The thrill is gone - so should read the epitaph of the latest installment of the James Bond series, Quantum of Solace.
For all its murderous rage and quick-cut action, Solace has neither the adrenaline rush nor the quiet grace promised by its top-notch predecessor, Casino Royale. Where the last film took a delightfully revisionist stance on the recently sagging Bond legacy, the sequel tries to be bigger, faster and stronger without the narrative meat to back it up.
It's a Michael Bay nightmare of tumbling vehicles and hydrogen explosions, obtuse angles and cold-blooded killings, which could be embraceable enough if the filmmakers answered just one simple question: Why should we continue to care about Bond?
Swept up in the glory of cross-continent location shooting (Italy! Austria! Chile!), director Marc Forster (The Kite Runner) loses much of the energy and charm Casino Royale spent restoring to Agent 007 (Daniel Craig, The Golden Compass). The scribes (Paul Haggis, In The Valley of Elah and Royale screenwriter Neil Purvis) balk at furthering the character, opting to set up one blaring chase scene after another.
As we last left Bond, he was hot on the trail of his lover's killers, a global network of baddies we (and Britain's MI6 secret service) come to know as Quantum. With little time passed in between the films, the sleepless nights and bouts of alcohol have quickly sunken into Bond's eyes, reducing him to a well trained psychotic killer.
From there, the race is on. After a particularly clunky opener with a satisfactory punch line and the obligatory graphics-heavy title sequence (set to Jack White's gnarling "Another Way to Die"), Solace settles down a bit, and the trajectory unravels. In underestimating the opposition, M (Judi Dench, Notes on a Scandal) and the London secret ops have let their guard down and allowed spies to walk in their midst.
Through some convenient gadgetry, the London intelligence crew tracks their targets to Haiti, where Bond encounters Dominic Greene (Mathieu Amalric, The Diving Bell and the Butterfly), a murderer who deals in nation-building and destabilization. Fronting as an environmentally concerned philanthropist, Greene sets his eyes on Bolivia, where he plans to reinstate a military dictator to his financial benefit.
The morality play bubbling under the surface of Solace fits well enough, but the script remains fragmented in its thematic outlay. Though Bond suffers from what M calls "inconsiderable rage" - she may have a point; he offs nearly every man he comes in contact with - the morality of his actions never really intersect with the larger wheeling and dealing done by the powers above him.
Of course, Bond refuses to play the puppet. Fueled by his thirst for vengeance as much as his sense of duty, he defies M's orders and goes after Greene and his cohorts.
Stone-faced and severe, Craig plays the ruthless killer well, working with what little dialogue he has to chew through.
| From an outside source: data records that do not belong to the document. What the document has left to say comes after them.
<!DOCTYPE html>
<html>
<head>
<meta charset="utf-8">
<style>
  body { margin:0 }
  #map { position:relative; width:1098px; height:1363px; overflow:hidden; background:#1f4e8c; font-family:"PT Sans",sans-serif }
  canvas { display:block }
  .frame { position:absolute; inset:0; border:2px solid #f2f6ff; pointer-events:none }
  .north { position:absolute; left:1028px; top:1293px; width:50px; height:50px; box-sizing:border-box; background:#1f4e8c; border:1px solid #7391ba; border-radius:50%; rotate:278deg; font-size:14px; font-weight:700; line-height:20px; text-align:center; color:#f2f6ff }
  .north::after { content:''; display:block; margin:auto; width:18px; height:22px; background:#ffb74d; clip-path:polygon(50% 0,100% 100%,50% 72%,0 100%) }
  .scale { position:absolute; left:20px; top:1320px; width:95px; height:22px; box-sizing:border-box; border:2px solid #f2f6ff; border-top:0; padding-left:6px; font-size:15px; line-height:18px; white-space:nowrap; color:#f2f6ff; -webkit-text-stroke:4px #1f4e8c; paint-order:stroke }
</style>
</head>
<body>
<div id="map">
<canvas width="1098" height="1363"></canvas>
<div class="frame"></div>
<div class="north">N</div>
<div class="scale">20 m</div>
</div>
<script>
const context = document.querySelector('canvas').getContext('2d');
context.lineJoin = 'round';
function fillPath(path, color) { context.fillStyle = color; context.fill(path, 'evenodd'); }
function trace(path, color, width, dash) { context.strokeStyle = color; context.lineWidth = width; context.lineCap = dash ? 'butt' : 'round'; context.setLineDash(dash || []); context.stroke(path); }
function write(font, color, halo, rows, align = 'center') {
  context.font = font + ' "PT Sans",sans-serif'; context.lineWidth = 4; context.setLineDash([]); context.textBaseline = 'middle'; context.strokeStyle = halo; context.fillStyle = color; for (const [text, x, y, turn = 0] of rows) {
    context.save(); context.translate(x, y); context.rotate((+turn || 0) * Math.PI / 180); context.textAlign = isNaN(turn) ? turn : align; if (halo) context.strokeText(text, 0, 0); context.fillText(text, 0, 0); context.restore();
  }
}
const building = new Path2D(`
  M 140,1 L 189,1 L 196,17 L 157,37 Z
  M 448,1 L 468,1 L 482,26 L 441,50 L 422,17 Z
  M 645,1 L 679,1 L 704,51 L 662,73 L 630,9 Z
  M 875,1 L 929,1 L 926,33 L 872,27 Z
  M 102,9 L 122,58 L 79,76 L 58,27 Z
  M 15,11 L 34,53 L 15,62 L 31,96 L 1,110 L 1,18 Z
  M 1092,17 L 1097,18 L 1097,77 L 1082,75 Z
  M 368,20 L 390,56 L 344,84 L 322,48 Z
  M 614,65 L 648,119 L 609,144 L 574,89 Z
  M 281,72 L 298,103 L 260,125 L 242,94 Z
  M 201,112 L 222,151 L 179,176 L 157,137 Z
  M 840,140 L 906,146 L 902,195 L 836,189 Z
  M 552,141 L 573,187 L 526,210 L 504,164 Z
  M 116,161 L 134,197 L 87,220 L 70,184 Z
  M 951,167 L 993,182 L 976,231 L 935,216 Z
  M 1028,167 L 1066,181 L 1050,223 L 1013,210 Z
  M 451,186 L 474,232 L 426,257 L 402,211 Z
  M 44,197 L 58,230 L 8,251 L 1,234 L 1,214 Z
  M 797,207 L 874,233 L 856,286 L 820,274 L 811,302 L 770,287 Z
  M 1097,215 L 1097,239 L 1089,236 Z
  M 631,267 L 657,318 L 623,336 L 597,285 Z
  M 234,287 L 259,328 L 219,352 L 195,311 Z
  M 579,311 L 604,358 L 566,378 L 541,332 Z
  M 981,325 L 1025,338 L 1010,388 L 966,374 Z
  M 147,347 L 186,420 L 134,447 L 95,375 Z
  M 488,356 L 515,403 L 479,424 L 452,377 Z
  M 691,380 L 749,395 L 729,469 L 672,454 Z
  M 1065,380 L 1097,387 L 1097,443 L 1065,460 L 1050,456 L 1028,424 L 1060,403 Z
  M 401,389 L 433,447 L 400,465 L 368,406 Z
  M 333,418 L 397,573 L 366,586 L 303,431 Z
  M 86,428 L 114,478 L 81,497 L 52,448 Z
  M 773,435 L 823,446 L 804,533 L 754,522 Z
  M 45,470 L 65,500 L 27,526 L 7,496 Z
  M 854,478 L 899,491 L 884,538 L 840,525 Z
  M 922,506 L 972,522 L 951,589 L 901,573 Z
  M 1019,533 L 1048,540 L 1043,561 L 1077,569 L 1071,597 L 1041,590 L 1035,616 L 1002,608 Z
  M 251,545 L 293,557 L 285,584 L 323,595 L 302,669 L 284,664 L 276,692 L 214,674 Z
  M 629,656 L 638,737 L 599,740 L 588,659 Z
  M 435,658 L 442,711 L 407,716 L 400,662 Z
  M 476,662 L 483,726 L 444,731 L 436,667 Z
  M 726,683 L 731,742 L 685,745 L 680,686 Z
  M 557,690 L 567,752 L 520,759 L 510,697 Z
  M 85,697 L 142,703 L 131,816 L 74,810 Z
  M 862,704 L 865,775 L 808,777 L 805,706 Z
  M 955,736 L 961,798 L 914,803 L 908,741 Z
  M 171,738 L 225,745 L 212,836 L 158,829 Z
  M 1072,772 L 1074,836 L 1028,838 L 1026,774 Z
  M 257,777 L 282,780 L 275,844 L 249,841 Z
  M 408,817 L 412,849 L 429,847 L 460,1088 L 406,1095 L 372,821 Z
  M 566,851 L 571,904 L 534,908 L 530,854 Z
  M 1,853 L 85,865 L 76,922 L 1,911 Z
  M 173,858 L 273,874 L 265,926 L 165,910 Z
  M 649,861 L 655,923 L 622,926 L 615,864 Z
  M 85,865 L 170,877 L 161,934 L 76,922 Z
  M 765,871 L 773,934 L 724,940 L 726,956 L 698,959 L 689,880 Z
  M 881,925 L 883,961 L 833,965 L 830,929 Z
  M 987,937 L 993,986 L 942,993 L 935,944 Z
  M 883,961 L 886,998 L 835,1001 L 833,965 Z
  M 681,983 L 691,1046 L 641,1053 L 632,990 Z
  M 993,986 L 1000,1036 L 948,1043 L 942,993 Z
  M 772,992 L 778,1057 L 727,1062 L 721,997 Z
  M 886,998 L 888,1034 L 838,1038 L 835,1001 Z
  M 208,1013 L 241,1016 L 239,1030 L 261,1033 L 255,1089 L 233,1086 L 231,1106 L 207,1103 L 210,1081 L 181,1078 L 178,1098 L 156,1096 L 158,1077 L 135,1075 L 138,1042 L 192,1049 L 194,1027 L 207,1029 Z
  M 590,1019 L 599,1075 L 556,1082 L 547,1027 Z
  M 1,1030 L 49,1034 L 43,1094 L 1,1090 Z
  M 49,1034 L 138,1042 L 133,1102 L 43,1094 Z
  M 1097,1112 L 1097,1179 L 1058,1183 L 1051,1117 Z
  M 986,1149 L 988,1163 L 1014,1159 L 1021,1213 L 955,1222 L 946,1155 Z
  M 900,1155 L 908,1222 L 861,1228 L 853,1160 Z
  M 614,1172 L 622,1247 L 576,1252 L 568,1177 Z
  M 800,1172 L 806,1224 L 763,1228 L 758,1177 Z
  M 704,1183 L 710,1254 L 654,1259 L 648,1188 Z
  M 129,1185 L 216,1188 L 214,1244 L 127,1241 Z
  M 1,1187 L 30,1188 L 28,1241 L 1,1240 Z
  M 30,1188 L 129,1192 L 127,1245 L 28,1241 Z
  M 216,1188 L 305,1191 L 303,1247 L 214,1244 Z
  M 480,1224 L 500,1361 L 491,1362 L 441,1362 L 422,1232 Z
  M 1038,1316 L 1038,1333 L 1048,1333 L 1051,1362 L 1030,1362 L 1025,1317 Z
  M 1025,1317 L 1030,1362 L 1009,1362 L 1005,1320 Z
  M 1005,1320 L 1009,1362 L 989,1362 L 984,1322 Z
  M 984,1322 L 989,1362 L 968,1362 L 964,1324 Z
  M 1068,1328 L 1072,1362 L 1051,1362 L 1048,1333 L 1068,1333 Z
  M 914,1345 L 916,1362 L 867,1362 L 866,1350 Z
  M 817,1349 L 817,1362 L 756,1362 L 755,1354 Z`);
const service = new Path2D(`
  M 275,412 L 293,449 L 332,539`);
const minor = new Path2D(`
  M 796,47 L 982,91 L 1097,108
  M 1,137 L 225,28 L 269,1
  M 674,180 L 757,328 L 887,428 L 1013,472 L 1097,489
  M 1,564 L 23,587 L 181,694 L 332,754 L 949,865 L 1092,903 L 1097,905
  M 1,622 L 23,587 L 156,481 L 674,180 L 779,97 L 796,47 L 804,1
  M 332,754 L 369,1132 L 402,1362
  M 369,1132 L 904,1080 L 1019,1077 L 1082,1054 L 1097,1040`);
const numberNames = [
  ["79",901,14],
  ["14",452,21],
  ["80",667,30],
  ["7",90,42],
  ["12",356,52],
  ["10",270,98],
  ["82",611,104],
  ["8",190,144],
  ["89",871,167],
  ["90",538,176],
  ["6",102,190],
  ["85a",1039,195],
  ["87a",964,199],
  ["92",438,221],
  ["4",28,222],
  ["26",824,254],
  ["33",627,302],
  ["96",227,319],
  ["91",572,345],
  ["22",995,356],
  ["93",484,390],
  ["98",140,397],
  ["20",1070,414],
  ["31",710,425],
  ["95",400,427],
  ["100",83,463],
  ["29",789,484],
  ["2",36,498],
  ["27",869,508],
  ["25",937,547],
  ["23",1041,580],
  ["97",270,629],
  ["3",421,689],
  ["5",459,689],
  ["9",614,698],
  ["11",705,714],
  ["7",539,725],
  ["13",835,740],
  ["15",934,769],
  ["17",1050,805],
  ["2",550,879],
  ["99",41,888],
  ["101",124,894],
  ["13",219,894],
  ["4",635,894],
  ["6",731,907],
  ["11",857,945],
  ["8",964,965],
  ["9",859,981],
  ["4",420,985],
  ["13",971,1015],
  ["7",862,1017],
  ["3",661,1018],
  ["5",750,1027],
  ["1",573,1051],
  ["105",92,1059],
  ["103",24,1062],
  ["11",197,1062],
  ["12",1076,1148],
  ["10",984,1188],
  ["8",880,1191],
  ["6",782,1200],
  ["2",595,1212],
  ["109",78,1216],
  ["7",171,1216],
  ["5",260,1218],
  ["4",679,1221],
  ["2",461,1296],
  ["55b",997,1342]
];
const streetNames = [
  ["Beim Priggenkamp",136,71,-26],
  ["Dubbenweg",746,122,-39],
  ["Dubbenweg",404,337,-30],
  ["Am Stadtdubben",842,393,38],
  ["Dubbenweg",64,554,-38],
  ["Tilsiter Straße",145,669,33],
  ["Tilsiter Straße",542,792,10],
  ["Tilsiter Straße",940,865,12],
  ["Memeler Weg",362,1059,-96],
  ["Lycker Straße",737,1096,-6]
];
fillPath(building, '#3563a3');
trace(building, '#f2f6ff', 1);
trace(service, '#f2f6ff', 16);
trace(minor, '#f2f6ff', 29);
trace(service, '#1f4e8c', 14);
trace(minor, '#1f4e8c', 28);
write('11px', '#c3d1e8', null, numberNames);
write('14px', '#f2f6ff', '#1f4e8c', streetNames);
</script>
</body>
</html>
Solace opts more for the questionable poetry of gunfire and car crashes than wordplay, though Bond gets a few clever quips in here and there.
He gets his kicks in bed, too (off-screen, as the PG-13 franchise warrants), but with murder on his mind, Bond has never been less interested in bedding centerfold beauties. His featured Bolivian counterpart, Camille (Olga Kurylenko, Max Payne), shares his bloodlust and a sobbing backstory, but there's never much between them - sexual or otherwise.
As the bodies and building wreckage piles up, the emotional damage doesn't make it out alive. A lover scorned can cause a hell of a lot of pain when he happens to be cinema's most bulletproof spy, but the filmmakers don't allow the audience a second to soak in any of it.
The slapdash editing gives us only a glimpse of the endless series of expensive stunts and even less of a sense of character. Bond has recovered from far worse hurts in the past (Tomorrow Never Dies, anyone?), but it's unclear how long this one could take to heal.